IMINT Forensics: How to Detect Manipulated and AI-Generated Images (Tools, Techniques, Workflow)

IMINT · May 2, 2026 · Updated May 2, 2026

Pixels lie. The job is to make them confess.

IMINT forensics is the part of imagery intelligence that doesn't care what the picture shows — it cares what the file betrays. Every edit leaves a fingerprint somewhere: in the compression grid, in the sensor noise, in a shadow that points the wrong way. A working analyst doesn't argue with the picture. They open it in three tools and watch it contradict itself.

This is the field guide to that workflow — the techniques, the tools, and the parts where most people get it wrong.

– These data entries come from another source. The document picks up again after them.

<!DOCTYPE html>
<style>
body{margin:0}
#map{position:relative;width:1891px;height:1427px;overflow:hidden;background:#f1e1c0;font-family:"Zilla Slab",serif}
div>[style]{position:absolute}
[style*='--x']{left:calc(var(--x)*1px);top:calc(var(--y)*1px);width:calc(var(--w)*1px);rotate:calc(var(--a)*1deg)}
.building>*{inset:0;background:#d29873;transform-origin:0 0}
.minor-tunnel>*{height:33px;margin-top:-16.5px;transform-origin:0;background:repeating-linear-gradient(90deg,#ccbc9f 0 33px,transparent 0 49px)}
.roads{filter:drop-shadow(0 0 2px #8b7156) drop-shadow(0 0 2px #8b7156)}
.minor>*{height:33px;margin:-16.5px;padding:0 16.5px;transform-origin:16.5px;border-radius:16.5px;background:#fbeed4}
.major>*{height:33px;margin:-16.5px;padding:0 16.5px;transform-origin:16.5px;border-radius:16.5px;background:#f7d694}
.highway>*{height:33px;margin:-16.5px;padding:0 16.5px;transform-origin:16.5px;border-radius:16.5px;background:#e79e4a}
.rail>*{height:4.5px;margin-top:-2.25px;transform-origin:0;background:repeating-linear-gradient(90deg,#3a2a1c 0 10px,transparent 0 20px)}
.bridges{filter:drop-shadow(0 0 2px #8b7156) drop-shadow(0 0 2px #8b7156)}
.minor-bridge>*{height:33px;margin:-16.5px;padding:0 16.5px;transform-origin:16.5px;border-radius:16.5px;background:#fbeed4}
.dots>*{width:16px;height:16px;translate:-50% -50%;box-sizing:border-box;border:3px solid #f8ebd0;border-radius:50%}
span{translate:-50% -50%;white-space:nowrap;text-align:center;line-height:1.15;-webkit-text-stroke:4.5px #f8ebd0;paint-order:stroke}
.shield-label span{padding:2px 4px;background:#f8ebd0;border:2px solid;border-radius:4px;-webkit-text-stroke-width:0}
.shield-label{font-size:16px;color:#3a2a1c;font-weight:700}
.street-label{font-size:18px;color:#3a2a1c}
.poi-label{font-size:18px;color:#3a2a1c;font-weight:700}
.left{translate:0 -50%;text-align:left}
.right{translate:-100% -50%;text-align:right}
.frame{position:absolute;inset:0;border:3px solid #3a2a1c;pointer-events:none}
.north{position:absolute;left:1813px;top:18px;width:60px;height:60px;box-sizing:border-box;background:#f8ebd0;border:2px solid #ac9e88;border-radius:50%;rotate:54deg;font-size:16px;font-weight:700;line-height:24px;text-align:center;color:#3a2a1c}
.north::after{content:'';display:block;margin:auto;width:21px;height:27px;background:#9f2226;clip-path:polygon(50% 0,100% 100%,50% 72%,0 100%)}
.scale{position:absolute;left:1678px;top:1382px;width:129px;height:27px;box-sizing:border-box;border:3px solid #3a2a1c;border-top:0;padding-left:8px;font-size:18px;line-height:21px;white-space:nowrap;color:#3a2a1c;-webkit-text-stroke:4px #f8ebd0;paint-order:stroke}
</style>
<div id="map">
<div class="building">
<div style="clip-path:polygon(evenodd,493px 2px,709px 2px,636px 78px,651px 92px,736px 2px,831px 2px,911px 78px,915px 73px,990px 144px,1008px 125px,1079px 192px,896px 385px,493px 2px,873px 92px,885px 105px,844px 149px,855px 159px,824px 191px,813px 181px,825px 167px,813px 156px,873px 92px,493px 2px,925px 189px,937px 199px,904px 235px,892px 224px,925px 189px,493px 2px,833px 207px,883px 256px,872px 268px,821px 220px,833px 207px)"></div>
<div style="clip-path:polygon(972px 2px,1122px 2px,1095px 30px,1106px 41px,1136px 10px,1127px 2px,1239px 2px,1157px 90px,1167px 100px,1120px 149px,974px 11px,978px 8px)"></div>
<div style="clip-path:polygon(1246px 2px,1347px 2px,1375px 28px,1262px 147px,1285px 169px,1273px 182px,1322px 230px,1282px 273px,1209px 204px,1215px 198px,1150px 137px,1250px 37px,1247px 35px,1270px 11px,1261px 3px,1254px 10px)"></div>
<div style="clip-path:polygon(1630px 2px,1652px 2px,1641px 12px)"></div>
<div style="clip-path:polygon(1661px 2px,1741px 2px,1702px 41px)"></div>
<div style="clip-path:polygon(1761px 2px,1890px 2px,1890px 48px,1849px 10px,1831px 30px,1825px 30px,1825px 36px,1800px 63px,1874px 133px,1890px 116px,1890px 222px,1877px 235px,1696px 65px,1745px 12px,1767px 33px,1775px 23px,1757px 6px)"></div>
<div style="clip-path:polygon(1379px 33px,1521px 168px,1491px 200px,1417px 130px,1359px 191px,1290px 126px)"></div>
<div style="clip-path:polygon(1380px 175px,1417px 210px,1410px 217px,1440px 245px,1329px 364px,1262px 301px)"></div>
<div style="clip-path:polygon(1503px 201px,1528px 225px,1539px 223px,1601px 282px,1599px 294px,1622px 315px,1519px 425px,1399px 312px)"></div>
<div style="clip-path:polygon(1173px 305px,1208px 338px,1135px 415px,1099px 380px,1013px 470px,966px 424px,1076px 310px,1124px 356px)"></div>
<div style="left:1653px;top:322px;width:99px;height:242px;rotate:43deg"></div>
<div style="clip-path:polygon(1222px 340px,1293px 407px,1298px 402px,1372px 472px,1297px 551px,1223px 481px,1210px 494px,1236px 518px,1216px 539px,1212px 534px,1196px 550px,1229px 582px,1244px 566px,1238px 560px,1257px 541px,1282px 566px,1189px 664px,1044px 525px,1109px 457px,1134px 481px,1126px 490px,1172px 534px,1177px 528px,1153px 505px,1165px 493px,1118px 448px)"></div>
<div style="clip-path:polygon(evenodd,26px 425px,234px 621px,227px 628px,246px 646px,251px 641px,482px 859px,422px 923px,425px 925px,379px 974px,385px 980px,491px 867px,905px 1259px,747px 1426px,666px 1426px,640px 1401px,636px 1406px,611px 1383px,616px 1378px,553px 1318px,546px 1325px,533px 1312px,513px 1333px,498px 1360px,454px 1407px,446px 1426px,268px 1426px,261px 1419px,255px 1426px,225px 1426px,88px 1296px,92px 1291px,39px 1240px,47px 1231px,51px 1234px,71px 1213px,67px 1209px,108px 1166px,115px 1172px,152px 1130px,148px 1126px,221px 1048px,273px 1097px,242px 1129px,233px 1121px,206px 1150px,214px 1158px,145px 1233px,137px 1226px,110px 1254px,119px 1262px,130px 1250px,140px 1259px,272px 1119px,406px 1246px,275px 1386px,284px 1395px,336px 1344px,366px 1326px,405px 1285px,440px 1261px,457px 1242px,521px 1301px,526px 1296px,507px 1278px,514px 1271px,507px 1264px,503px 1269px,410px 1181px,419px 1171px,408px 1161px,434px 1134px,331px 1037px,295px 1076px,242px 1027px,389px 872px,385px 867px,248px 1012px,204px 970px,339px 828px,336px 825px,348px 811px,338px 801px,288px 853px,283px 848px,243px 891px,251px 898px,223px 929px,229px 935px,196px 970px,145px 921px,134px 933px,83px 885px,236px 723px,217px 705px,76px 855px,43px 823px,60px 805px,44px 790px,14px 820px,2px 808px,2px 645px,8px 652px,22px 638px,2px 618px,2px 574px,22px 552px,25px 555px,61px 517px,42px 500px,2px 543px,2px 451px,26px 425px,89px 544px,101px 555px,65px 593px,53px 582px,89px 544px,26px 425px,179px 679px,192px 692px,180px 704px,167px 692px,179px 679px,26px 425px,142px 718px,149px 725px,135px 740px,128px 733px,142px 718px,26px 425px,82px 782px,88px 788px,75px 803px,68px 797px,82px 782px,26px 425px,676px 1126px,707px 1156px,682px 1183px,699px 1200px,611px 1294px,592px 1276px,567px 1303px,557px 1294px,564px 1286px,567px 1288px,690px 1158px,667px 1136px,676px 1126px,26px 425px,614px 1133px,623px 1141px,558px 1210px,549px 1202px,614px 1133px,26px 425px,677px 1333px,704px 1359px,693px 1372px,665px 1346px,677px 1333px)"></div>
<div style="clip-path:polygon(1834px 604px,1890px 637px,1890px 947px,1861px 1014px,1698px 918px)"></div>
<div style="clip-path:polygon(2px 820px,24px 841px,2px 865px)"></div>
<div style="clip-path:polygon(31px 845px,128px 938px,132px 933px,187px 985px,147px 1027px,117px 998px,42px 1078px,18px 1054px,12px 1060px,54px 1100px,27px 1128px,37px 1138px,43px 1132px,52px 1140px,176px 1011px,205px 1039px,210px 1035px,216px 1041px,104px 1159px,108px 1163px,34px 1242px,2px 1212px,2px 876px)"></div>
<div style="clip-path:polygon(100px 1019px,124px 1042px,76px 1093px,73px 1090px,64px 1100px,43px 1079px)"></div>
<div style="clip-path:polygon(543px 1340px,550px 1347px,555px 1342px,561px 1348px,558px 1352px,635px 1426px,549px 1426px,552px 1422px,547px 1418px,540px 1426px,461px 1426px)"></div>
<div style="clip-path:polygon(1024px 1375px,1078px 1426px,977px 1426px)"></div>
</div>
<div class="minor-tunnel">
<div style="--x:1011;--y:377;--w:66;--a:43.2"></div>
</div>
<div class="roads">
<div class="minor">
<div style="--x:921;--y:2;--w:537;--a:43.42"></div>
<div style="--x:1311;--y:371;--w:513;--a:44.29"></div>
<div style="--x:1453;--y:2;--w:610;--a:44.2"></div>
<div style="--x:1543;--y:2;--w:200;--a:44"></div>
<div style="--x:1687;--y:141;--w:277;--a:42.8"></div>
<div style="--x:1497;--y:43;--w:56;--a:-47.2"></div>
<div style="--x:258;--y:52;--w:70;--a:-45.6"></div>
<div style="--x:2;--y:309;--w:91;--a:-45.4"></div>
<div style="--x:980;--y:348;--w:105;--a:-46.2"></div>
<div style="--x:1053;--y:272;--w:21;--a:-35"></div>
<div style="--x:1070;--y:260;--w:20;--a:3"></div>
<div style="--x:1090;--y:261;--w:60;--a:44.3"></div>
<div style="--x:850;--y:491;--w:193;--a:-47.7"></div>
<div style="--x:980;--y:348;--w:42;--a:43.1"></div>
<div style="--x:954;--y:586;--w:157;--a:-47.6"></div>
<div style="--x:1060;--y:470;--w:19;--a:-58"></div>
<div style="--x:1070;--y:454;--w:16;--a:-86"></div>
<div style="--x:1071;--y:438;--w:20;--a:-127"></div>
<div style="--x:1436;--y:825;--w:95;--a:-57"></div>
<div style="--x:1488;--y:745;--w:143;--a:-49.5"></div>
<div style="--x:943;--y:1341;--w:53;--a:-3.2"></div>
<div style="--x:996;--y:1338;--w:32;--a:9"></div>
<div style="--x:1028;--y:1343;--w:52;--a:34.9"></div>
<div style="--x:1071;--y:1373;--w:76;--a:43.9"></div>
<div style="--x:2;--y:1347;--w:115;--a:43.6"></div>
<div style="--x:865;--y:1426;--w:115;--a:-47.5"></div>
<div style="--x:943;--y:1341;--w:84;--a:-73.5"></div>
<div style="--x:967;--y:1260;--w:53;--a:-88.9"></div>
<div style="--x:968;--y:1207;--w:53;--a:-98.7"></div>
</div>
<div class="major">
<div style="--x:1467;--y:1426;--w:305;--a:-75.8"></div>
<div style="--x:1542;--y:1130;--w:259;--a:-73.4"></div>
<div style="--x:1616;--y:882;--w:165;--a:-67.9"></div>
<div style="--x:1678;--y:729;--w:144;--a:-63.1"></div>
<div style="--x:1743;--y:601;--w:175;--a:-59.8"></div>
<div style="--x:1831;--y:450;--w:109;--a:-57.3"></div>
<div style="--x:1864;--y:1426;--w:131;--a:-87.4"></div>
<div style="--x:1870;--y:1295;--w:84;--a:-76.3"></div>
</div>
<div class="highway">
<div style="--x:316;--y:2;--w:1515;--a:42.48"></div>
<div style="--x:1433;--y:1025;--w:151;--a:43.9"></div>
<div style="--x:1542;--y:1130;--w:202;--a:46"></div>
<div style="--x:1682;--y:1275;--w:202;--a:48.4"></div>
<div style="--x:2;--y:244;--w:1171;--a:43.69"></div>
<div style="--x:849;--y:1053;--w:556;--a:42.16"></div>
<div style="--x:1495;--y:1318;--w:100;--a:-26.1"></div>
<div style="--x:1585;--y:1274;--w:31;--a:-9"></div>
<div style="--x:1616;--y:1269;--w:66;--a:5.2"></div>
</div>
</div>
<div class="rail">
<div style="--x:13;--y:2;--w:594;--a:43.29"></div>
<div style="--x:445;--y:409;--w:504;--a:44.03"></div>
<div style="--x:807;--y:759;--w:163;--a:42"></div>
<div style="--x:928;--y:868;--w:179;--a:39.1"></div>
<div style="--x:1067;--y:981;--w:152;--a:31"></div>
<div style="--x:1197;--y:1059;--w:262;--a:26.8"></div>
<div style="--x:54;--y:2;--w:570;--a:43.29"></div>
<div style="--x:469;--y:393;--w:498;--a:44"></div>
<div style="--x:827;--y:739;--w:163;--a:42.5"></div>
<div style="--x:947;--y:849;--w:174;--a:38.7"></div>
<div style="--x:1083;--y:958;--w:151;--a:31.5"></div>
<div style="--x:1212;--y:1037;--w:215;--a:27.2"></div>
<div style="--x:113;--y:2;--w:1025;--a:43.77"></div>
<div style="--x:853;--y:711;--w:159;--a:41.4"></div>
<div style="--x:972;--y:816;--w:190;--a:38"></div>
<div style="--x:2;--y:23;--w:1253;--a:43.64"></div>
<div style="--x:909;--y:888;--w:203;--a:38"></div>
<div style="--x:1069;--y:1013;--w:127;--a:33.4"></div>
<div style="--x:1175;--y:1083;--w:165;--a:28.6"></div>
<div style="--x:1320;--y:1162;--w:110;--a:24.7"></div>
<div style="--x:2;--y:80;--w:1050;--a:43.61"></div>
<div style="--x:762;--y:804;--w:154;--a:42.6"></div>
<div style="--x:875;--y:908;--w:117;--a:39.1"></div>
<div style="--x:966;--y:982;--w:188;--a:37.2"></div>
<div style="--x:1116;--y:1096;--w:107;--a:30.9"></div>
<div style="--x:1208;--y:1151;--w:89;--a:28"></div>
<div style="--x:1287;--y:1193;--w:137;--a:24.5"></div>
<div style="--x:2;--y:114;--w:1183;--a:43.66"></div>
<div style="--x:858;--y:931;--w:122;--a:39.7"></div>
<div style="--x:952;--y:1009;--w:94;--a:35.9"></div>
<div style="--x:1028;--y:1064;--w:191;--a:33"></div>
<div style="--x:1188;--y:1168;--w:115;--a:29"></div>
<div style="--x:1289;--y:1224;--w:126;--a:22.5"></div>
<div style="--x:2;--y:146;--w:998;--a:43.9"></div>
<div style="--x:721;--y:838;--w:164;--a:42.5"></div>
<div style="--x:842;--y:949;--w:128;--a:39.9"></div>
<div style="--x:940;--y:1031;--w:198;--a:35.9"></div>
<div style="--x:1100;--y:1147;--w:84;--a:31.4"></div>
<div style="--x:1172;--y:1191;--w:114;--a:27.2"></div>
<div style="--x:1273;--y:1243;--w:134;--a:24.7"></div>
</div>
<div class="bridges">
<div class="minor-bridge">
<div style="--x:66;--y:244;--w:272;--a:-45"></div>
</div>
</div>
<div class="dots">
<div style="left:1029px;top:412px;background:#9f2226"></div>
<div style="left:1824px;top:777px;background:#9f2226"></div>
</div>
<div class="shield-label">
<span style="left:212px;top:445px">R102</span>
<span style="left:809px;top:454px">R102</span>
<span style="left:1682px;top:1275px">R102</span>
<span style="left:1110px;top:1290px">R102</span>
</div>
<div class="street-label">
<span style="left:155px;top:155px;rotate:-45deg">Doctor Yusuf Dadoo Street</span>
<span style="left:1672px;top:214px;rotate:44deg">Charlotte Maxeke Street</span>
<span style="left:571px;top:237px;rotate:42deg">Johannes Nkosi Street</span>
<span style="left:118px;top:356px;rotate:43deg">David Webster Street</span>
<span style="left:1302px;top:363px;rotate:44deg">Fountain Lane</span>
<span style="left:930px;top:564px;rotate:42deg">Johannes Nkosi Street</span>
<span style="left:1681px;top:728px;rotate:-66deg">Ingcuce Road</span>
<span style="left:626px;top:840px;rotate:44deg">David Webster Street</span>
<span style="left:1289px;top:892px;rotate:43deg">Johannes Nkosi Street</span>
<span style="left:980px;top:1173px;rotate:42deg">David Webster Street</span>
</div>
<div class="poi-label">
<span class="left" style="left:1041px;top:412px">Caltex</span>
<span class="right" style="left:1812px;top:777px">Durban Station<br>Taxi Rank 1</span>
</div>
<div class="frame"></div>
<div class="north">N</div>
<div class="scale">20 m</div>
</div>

Why image forensics is harder than it used to be

Until 2022, "manipulated" mostly meant Photoshop: a removed wedding ring, a pasted face, a sky swap. The forensics game was about catching those edits. Then diffusion models showed up and changed the question. Now the picture might never have existed at all — no scene, no camera, no edit. Just a model hallucinating photons.

That split the discipline in two. Classical forensics (the math of compression and sensors) is still essential, because most disinfo is still cheap recompression and sloppy splicing. AI-vs-AI detection (models trained to spot models) is the new layer on top. You need both.

The classical toolkit: where edits leave bruises

Error Level Analysis (ELA)

ELA re-saves a JPEG at a known quality, subtracts the result from the original, and visualises the difference. Untouched regions converge to a low local minimum of error. Edited regions don't. A pasted-in face suddenly glows white over a dark, uniform background.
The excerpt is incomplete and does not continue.